> _Problem requirements_
A line below contains "inset:0; background:#bccdc8; transform-origin:0", and a later one contains "height:3px; margin-top:-1.5px; transform-origin:0;". Repeat both, with every line between them, exactly.

[Opening Data records section]

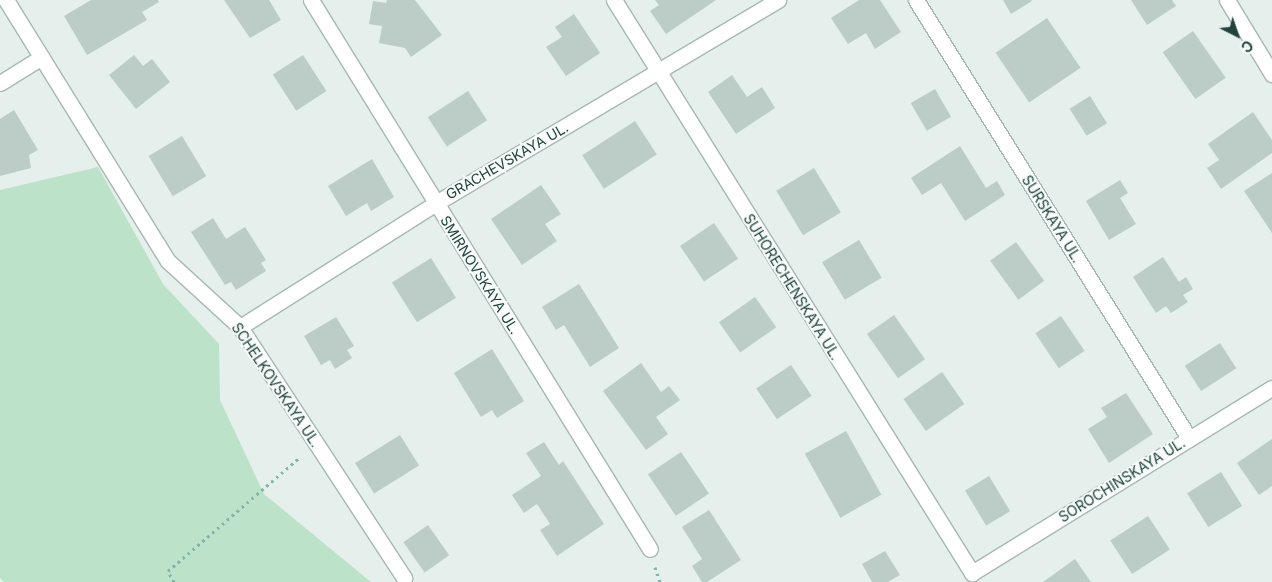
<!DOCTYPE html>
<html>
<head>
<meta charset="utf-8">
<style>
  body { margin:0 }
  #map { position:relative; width:1272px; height:582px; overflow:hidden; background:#e5efeb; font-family:Inter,sans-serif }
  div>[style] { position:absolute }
  .green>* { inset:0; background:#bce2c9 }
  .building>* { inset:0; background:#bccdc8; transform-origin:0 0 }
  .path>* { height:3px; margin-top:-1.5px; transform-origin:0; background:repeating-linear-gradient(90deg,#82b5a9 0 2.5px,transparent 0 6.5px) }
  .roads { filter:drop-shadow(1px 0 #a7b8b3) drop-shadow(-1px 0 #a7b8b3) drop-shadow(0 1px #a7b8b3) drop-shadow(0 -1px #a7b8b3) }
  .minor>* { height:15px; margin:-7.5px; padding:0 7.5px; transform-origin:7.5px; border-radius:7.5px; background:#fff }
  span { translate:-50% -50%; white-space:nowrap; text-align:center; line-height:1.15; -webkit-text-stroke:4px #f6fbf9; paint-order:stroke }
  .street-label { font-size:14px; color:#22433d }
  .north { position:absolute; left:1212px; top:10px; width:50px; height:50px; -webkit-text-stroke:4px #f6fbf9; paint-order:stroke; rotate:139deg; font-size:14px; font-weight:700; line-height:20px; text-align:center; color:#22433d }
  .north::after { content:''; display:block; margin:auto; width:18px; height:22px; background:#22433d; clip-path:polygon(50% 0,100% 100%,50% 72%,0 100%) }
</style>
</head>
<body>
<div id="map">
  <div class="green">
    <i style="clip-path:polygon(98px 167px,163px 284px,219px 344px,220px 400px,264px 494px,371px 582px,4px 582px,0 578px,0 190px)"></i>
  </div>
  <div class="building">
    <i style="clip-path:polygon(91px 0,158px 0,159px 2px,142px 12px,147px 20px,87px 55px,64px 16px)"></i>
    <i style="clip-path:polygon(224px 0,269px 0,281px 20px,250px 38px)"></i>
    <i style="clip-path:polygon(387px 0,415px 0,442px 35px,411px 57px,405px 48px,379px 43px,382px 26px,369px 24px,373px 1px,386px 3px)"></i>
    <i style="clip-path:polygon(655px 0,716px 0,666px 34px,650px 11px,659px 5px)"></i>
    <i style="clip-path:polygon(859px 0,880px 0,901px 32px,875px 49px,866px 33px,848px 44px,831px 18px)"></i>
    <i style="clip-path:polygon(1003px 0,1031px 0,1032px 1px,1011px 14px)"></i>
    <i style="clip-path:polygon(1131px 0,1172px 0,1176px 6px,1147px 25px)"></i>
    <i style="clip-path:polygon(574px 14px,600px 53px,566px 76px,546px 47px,562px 37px,555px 27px)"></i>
    <i style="left:1047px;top:18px;width:60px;height:62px;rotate:56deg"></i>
    <i style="left:1193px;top:31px;width:57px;height:37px;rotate:55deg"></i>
    <i style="clip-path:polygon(134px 55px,143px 66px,152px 59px,170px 82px,136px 109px,109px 75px)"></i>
    <i style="left:303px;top:55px;width:43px;height:36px;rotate:57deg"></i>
    <i style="clip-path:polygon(732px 75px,747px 97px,762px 87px,775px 108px,736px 134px,708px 92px)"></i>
    <i style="left:935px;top:89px;width:32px;height:28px;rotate:60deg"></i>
    <i style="left:468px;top:91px;width:35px;height:48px;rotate:57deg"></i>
    <i style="left:1090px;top:96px;width:32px;height:24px;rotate:58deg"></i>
    <i style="clip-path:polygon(14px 110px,38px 150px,29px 155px,31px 168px,0 176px,0 119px)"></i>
    <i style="clip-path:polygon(1253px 112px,1272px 140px,1272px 153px,1221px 189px,1207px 168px,1219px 160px,1208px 144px)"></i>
    <i style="left:635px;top:121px;width:40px;height:63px;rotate:57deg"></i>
    <i style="left:182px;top:136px;width:47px;height:39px;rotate:59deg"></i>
    <i style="clip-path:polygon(960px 146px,986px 188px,997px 181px,1005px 195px,965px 221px,941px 183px,922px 195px,911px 178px)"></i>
    <i style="clip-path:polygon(372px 159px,394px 197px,371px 211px,367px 203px,346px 216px,328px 186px)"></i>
    <i style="left:814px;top:168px;width:52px;height:44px;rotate:59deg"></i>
    <i style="clip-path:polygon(1272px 173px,1272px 233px,1244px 191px)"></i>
    <i style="clip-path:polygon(1120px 180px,1128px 193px,1120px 198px,1136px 224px,1109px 240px,1086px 201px)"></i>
    <i style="clip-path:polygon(541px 185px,561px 214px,545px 224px,557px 241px,522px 265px,491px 219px)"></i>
    <i style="clip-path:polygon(213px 218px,226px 239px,245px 227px,266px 260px,261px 263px,266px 271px,236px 290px,231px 282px,225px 285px,191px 232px)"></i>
    <i style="left:714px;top:223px;width:43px;height:41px;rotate:56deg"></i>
    <i style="left:859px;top:240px;width:44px;height:43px;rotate:59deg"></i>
    <i style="left:1016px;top:242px;width:48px;height:32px;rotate:54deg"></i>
    <i style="clip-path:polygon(1163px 257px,1179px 282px,1186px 277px,1193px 289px,1183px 295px,1188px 302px,1171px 313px,1166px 306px,1156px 313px,1133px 277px)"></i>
    <i style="left:431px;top:258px;width:47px;height:46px;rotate:58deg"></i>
    <i style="clip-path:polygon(579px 284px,619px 348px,590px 367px,564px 325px,556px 330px,542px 307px)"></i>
    <i style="left:755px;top:297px;width:37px;height:44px;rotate:55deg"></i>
    <i style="left:894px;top:315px;width:54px;height:33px;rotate:55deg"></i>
    <i style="left:1061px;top:316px;width:42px;height:31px;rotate:56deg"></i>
    <i style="clip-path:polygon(336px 317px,354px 346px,347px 350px,352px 358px,335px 369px,330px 360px,321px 365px,304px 336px)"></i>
    <i style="left:1220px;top:343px;width:30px;height:42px;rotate:57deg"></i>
    <i style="clip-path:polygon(492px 349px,524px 401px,497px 418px,492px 410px,481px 417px,454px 373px)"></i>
    <i style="clip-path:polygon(641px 363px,661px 392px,669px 386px,680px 400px,656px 417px,668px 434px,646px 450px,603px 391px)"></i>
    <i style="left:791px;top:365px;width:37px;height:42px;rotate:56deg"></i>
    <i style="left:942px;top:372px;width:39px;height:47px;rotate:55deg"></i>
    <i style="clip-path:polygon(1126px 393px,1153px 434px,1109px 463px,1088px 429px,1107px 417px,1101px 408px)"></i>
    <i style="left:846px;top:431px;width:73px;height:47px;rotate:61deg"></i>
    <i style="left:400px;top:435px;width:36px;height:53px;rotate:58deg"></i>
    <i style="clip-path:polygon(1272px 439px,1272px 486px,1259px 495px,1237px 463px)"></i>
    <i style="clip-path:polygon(544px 442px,559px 465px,563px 461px,604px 524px,557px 556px,540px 530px,550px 524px,537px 504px,524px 513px,512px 495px,541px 476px,526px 453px)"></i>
    <i style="left:681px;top:452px;width:50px;height:40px;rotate:56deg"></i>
    <i style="left:1221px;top:472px;width:40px;height:40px;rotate:58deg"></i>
    <i style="left:989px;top:476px;width:41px;height:28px;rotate:59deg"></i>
    <i style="clip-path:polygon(709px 510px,741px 560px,707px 582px,702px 582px,692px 566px,702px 559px,682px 527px)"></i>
    <i style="left:1148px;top:516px;width:40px;height:45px;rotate:57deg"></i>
    <i style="left:428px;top:525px;width:37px;height:30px;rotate:55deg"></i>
    <i style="clip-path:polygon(885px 551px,900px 575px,888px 582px,872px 582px,862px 564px)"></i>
    <i style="clip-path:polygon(1075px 559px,1091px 582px,1043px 582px)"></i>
  </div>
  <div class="path">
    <i style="left:655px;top:567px;width:16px;rotate:72deg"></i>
    <i style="left:174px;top:582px;width:13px;rotate:-119deg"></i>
    <i style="left:168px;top:571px;width:174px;rotate:-40.8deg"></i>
  </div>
  <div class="roads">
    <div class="minor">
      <i style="left:6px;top:0;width:307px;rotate:58.2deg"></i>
      <i style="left:168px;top:261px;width:98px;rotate:42.5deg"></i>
      <i style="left:240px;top:327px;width:300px;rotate:56.8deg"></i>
      <i style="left:311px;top:0;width:645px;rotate:58.31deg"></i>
      <i style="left:614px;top:0;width:676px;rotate:58deg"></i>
      <i style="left:972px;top:573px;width:352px;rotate:-31.7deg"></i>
      <i style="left:916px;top:0;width:516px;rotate:58.07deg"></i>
      <i style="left:1227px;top:0;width:87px;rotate:58.7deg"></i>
      <i style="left:0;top:83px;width:49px;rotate:-31.8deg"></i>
      <i style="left:240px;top:327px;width:232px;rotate:-32.3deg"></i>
      <i style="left:436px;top:203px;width:398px;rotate:-30.7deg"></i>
    </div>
  </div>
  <div class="street-label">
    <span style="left:507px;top:161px;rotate:-30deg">GRACHEVSKAYA UL.</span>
    <span style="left:1052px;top:219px;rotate:58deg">SURSKAYA UL.</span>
    <span style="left:480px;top:275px;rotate:58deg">SMIRNOVSKAYA UL.</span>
    <span style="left:792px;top:287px;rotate:58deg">SUHORECHENSKAYA UL.</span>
    <span style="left:276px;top:385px;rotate:56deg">SCHELKOVSKAYA UL.</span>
    <span style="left:1122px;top:480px;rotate:-32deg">SOROCHINSKAYA UL.</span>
  </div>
  <div class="north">С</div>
</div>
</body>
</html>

[Closing Data records section]

> _Solution_
  .building>* { inset:0; background:#bccdc8; transform-origin:0 0 }
  .path>* { height:3px; margin-top:-1.5px; transform-origin:0; background:repeating-linear-gradient(90deg,#82b5a9 0 2.5px,transparent 0 6.5px) }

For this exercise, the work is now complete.